It’s become popular to rewrite classic command-line tools in Rust:
Shell is the essential tool for every programmer. The more familiar you become with the available tools, the more efficient you can be with using your computer.
Many Rust alternatives provide a modern, faster, and more user-friendly alternative.
One of them is broot.
What Is broot?
broot is a combination of ls
(for listing directory contents) and tree
(for listing contents in a tree-like format). You can use broot to get an overview over a directory, navigate folders, manipulate files, and more.
It’s ideal for navigating code bases from your terminal.
At first, I was sceptic. Why another tool, when tree
and ls
work well enough?
My problem with ls
is that it only works one level deep. In a deeply nested project structure, ls
isn’t very helpful.
tree
on the other hand gives me a good overview, but it lists everything. In a big project it’s become unusable as the command produces tonnes of output.
broot offers a sane alternative.
image from the broot website
broot is fast and never blocks, even when you make it search a big slow disk (any keystroke interrupts the current search to start the next one).
Customize broot
broot works well out of the box, but you can tweak it to your liking.
For example, when you press Enter
on a file, broot previews it with xdg-open
. On my machine, that’s the Mousepad editor.
You can try to edit the xdg-settings. I set xdg-open to Vim, but that was slow on my computer.
broot has a config file. You can find it by opening broot and then hitting the ?
key. The configuration uses the TOML format.

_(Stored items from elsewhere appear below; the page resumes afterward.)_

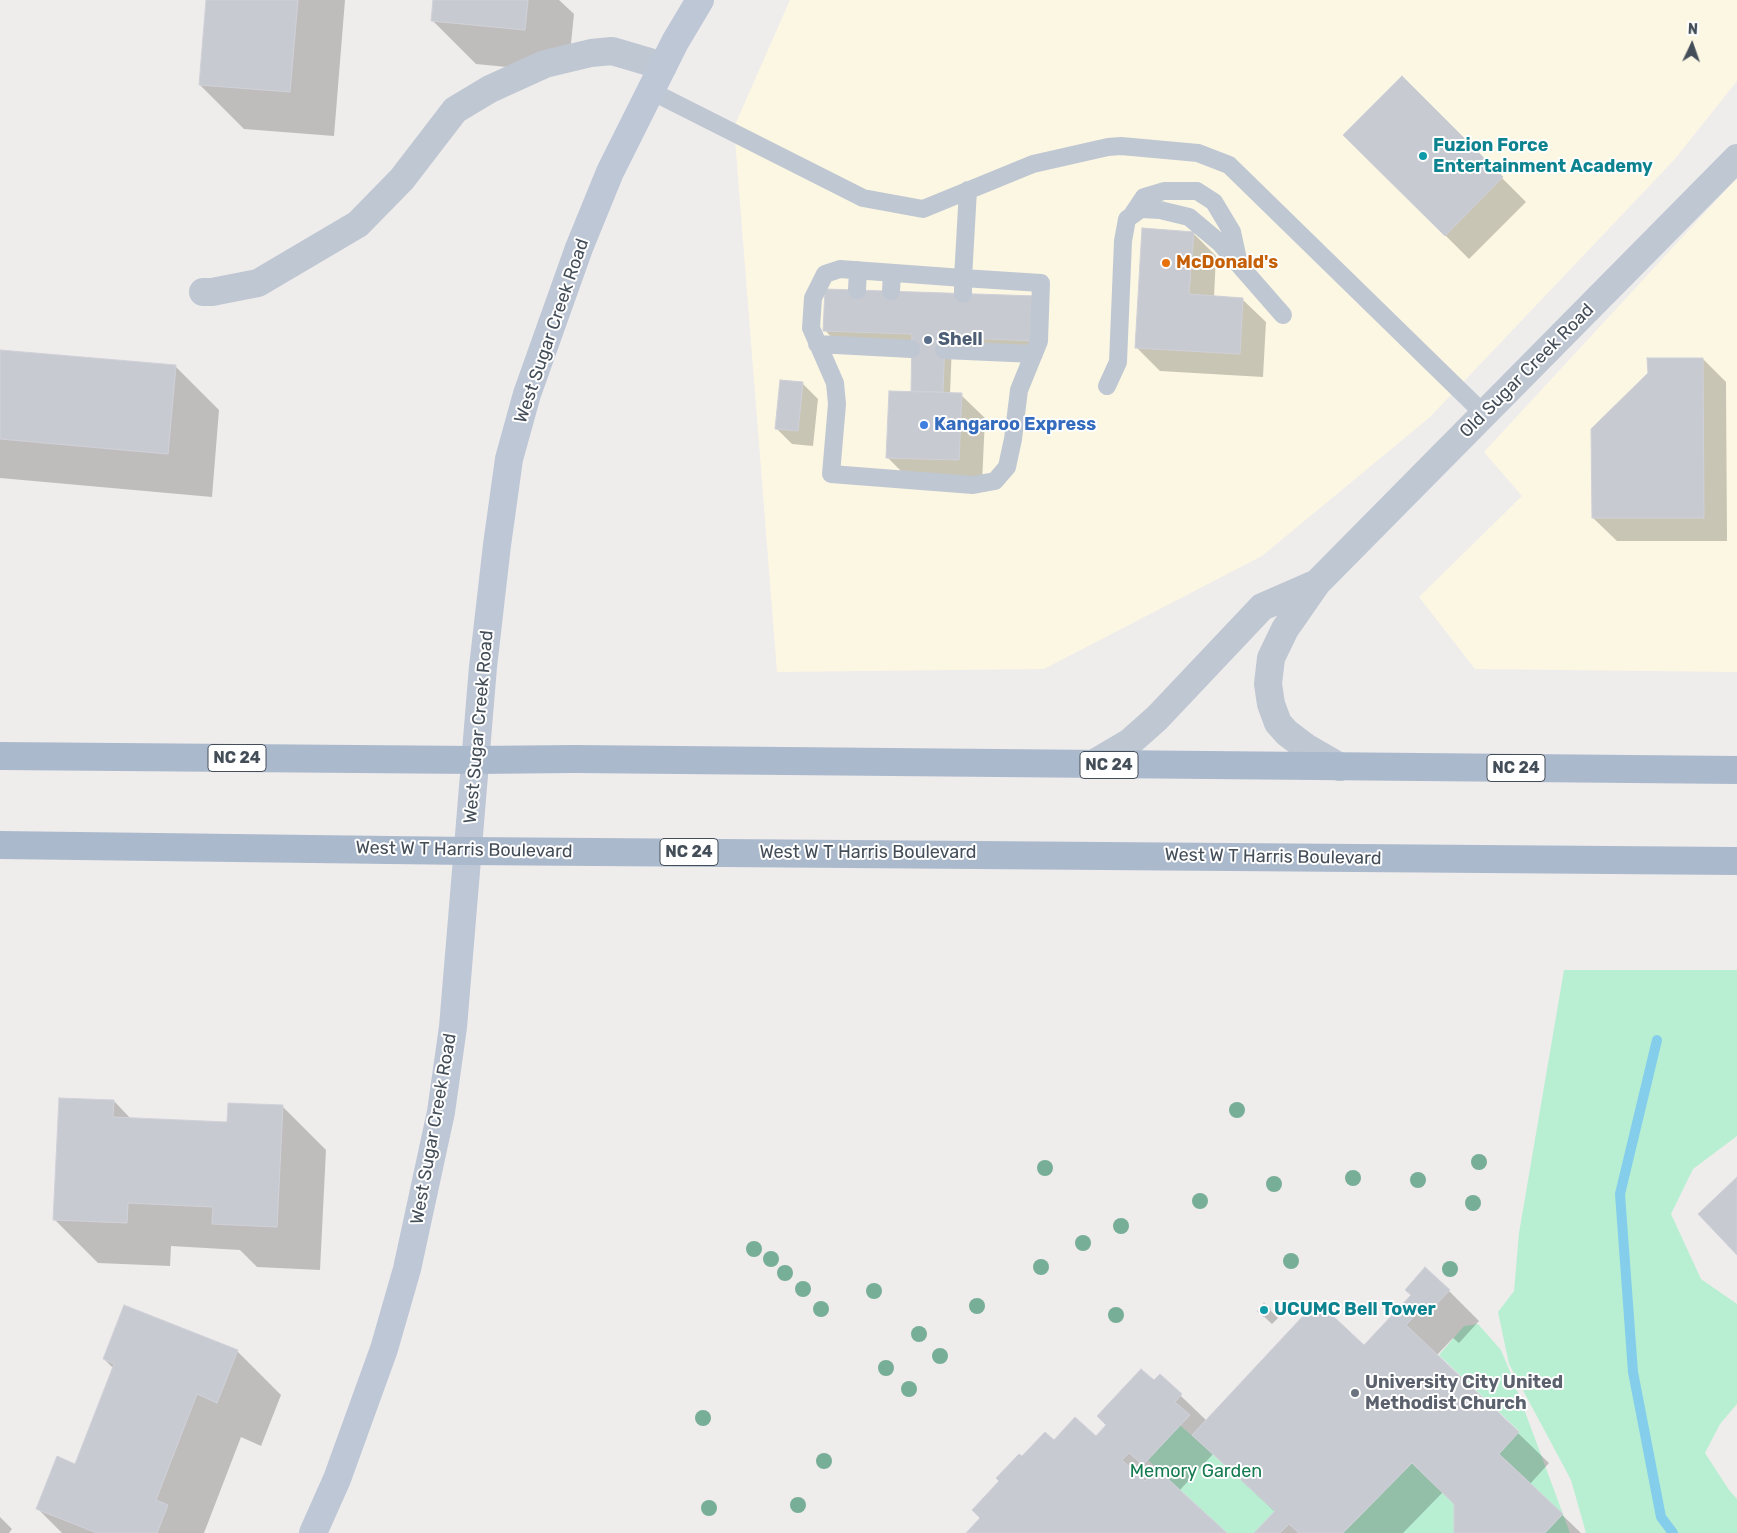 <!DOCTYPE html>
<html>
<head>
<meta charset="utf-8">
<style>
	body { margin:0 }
	#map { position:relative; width:1737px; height:1533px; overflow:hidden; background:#efecec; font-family:Rubik,sans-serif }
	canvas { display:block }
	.north { position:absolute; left:1667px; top:20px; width:50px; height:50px; -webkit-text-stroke:4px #fff; paint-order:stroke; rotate:3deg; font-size:14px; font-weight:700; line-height:20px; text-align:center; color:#444e59 }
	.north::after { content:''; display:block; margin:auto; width:18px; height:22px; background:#444e59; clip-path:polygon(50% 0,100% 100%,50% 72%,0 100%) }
</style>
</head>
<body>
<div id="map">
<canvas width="1737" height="1533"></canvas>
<div class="north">N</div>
</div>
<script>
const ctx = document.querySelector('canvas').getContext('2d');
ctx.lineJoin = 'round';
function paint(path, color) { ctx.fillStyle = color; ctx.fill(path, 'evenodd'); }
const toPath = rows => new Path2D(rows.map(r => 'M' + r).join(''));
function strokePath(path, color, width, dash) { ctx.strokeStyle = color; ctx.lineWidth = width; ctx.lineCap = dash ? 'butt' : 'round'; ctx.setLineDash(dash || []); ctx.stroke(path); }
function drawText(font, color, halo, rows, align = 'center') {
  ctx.font = font + ' Rubik,sans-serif'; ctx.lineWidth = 4; ctx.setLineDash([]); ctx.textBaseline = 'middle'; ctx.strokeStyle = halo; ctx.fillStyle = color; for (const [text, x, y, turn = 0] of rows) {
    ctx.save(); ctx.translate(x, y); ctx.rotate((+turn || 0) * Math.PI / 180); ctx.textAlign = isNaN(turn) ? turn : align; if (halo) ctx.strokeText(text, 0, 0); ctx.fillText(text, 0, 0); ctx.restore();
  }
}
const commercial = toPath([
	[790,0,1737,0,1737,81,1674,160,1430,417,1262,556,1044,669,777,672,734,127],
	[1737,178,1737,672,1475,669,1419,597,1522,496,1484,452]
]);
const green = toPath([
	[1564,970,1737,970,1737,1136,1693,1169,1671,1214,1701,1279,1737,1304,1737,1404,1720,1424,1705,1453,1729,1490,1737,1499,1737,1533,1586,1533,1571,1480,1509,1364,1498,1312,1514,1291,1519,1233],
	[1478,1324,1501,1350,1511,1374,1570,1533,1545,1533,1563,1514,1499,1454,1519,1431,1439,1355,1464,1326],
	[1180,1425,1275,1511,1254,1533,1227,1533,1148,1460],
	[1412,1463,1454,1504,1454,1533,1343,1533]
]);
const shadow = toPath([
	[207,0,345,0,334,136,244,129,200,85],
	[434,0,559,0,574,14,568,73,476,64,432,20],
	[1402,78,1526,202,1469,259,1345,135],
	[1193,233,1216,256,1214,297,1242,299,1266,322,1263,377,1160,371,1136,347],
	[1036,297,1042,348,952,344,950,394,961,395,985,418,982,483,911,481,887,457,915,393,912,390,913,341,832,338,825,330],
	[0,351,175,366,219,410,212,497,0,478],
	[1703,359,1726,382,1727,541,1617,541,1593,518],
	[781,382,803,384,818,399,813,446,792,444,776,428],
	[114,1101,131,1119,228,1124,282,1106,326,1150,320,1270,257,1267,240,1250,171,1246,170,1266,98,1263,54,1219],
	[1449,1291,1479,1321,1459,1343,1453,1338,1437,1355,1549,1463,1530,1484,1581,1533,1455,1533,1455,1504,1443,1492,1403,1533,1256,1533,1275,1512,1213,1454,1179,1491,1225,1533,968,1533,982,1518,1022,1458,1054,1442,1096,1437,1160,1376,1207,1421,1364,1346,1412,1295],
	[1264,1304,1278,1318,1272,1324,1258,1311],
	[237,1351,281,1395,261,1446,241,1437,204,1533,62,1533,38,1509,76,1465,113,1368,104,1359],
	[0,1517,12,1529,9,1533,0,1533]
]);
const stream = toPath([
	[1657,1040,1620,1194,1633,1372,1661,1517,1673,1533]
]);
const building = toPath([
	[206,0,298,0,290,92,199,85,206,0],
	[433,0,528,0,525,30,431,21,433,0],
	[1402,76,1503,177,1445,236,1343,135,1402,76],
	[1142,228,1194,232,1189,294,1243,298,1240,354,1135,348,1142,228],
	[825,289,1036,296,1035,341,945,337,943,392,911,391,912,334,823,331,825,289],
	[0,350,176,365,168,454,0,439,0,350],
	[1647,358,1703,358,1704,518,1592,518,1591,429,1648,373,1647,358],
	[780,380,803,382,798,431,775,429,780,380],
	[889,391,962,393,959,460,886,458,889,391],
	[59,1098,114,1100,113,1117,227,1122,228,1103,283,1105,277,1227,212,1224,213,1207,128,1203,127,1223,53,1220,59,1098],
	[1737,1177,1737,1255,1698,1214,1737,1177],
	[1425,1267,1450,1290,1428,1313,1422,1308,1406,1325,1519,1432,1499,1454,1563,1514,1545,1533,1454,1533,1454,1504,1412,1463,1343,1533,1299,1533,1289,1524,1280,1533,1254,1533,1275,1511,1192,1435,1317,1301,1364,1345,1411,1295,1405,1290,1425,1267],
	[1264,1303,1271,1309,1264,1317,1257,1311,1264,1303],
	[124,1305,238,1350,217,1403,197,1394,156,1500,168,1505,157,1533,97,1533,36,1509,57,1456,75,1464,114,1364,103,1359,124,1305],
	[1141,1369,1154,1380,1160,1374,1182,1394,1175,1402,1190,1415,1143,1465,1129,1453,1122,1460,1145,1481,1157,1469,1227,1533,966,1533,980,1518,972,1510,999,1481,996,1478,1019,1454,1022,1456,1045,1432,1054,1440,1075,1417,1096,1436,1106,1425,1097,1416,1141,1369]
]);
const service = toPath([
	[651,91,863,198,923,209,1033,164,1108,147,1121,146,1198,153,1229,165,1484,414],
	[1132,215,1144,197,1164,191,1197,191,1214,202,1232,232,1239,264],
	[857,290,858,270],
	[891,291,892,273],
	[963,294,963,278,1041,283,1039,341,1019,390,1013,439,1007,467,995,481,973,485,831,474,837,404,835,383,811,328,813,298,825,274,840,269,963,278,968,190],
	[817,344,911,349],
	[944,350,1034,354],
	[1107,386,1118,362,1123,241,1127,219,1141,209,1160,210,1189,217,1220,243,1283,315]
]);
const minor = toPath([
	[203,292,212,292,258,283,358,224,402,179,455,110,490,89,545,64,591,53,612,51,663,66]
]);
const tertiary = toPath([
	[1091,765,1130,742,1157,718,1262,607,1317,583],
	[1340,767,1307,748,1287,733,1278,723,1271,704,1268,684,1271,658,1285,629,1317,583,1737,158]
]);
const secondary = toPath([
	[313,1533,337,1479,384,1349,407,1269,441,1112,453,1027,483,667,497,545,509,459,527,394,579,248,610,172,675,42,700,0]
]);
const primary = toPath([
	[0,756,475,760,574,759,1737,770],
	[0,845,468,851,1737,861]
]);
const trees = [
	[1237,1110],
	[1479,1162],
	[1045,1168],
	[1353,1178],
	[1418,1180],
	[1274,1184],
	[1200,1201],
	[1473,1203],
	[1121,1226],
	[1083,1243],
	[754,1249],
	[771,1259],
	[1291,1261],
	[1041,1267],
	[1450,1269],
	[785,1273],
	[803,1289],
	[874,1291],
	[977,1306],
	[821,1309],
	[1116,1315],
	[919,1334],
	[940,1356],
	[886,1368],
	[909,1389],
	[703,1418],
	[824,1461],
	[798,1505],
	[709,1508]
];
const markers = [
	[1423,156,5,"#0f9aa8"],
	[1166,263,5,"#e8710a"],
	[928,340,5,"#5c6f8a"],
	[924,425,5,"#3f7fe0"],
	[1264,1310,5,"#0f9aa8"],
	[1355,1393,5,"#6b7280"]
];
const shields = [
	[237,758,58],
	[1109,765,58],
	[1516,768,58],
	[689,852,58]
];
const shieldNames = [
	["NC 24",237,758],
	["NC 24",1109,765],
	["NC 24",1516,768],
	["NC 24",689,852]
];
const cultureNames = [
	["Fuzion Force",1433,146],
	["Entertainment Academy",1433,167],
	["UCUMC Bell Tower",1274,1310]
];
const foodNames = [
	["McDonald's",1176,263]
];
const streetNames = [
	["West Sugar Creek Road",552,331,-71],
	["Old Sugar Creek Road",1527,371,-45],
	["West Sugar Creek Road",479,727,-85],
	["West W T Harris Boulevard",464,850,1],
	["West W T Harris Boulevard",868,853],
	["West W T Harris Boulevard",1273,857,1],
	["West Sugar Creek Road",434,1129,-80]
];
const serviceNames = [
	["Shell",938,340]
];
const shopNames = [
	["Kangaroo Express",934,425]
];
const worshipNames = [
	["University City United",1365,1383],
	["Methodist Church",1365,1404]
];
const parkNames = [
	["Memory Garden",1196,1472]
];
paint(commercial, '#fcf7e3');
paint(green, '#b8efd2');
paint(shadow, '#0003');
strokePath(stream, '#84ceec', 10);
paint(building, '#c8cad2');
strokePath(building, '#d0d1d8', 1);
strokePath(service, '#bfc7d2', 18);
strokePath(minor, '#bfc7d2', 28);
strokePath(tertiary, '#bfc7d2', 28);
strokePath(secondary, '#bec7d6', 28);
strokePath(primary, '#abb9cc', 28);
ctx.fillStyle = '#77ae97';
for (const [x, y] of trees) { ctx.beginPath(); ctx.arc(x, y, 8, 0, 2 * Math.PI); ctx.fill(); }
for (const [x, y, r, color] of markers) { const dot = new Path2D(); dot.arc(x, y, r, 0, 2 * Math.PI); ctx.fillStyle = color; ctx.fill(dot); strokePath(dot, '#fff', 2); }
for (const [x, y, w] of shields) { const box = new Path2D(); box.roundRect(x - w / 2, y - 13.5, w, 27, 4); ctx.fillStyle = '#fff'; ctx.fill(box); strokePath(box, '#444e59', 1); }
drawText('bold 16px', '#444e59', null, shieldNames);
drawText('bold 18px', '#0d838f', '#fff', cultureNames, 'left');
drawText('bold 18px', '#c56008', '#fff', foodNames, 'left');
drawText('18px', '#444e59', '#fff', streetNames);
drawText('bold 18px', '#4e5e75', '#fff', serviceNames, 'left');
drawText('bold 18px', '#366cbe', '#fff', shopNames, 'left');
drawText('bold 18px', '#5b616d', '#fff', worshipNames, 'left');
drawText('18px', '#157b51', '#fff', parkNames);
</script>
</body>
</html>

For example, you can use bat as the preview action:
[[verbs]]
name = "view"
invocation = "view"
key = "enter"
execution = "bat {file}"
leave_broot = false
apply_to = "file"
Now, when I hit Enter
inside the broot window, the tool will spit out the contents to standard output.
Now what?
Install broot.
broot is a power-tool and proved to be very useful as my daily driver for file navigation.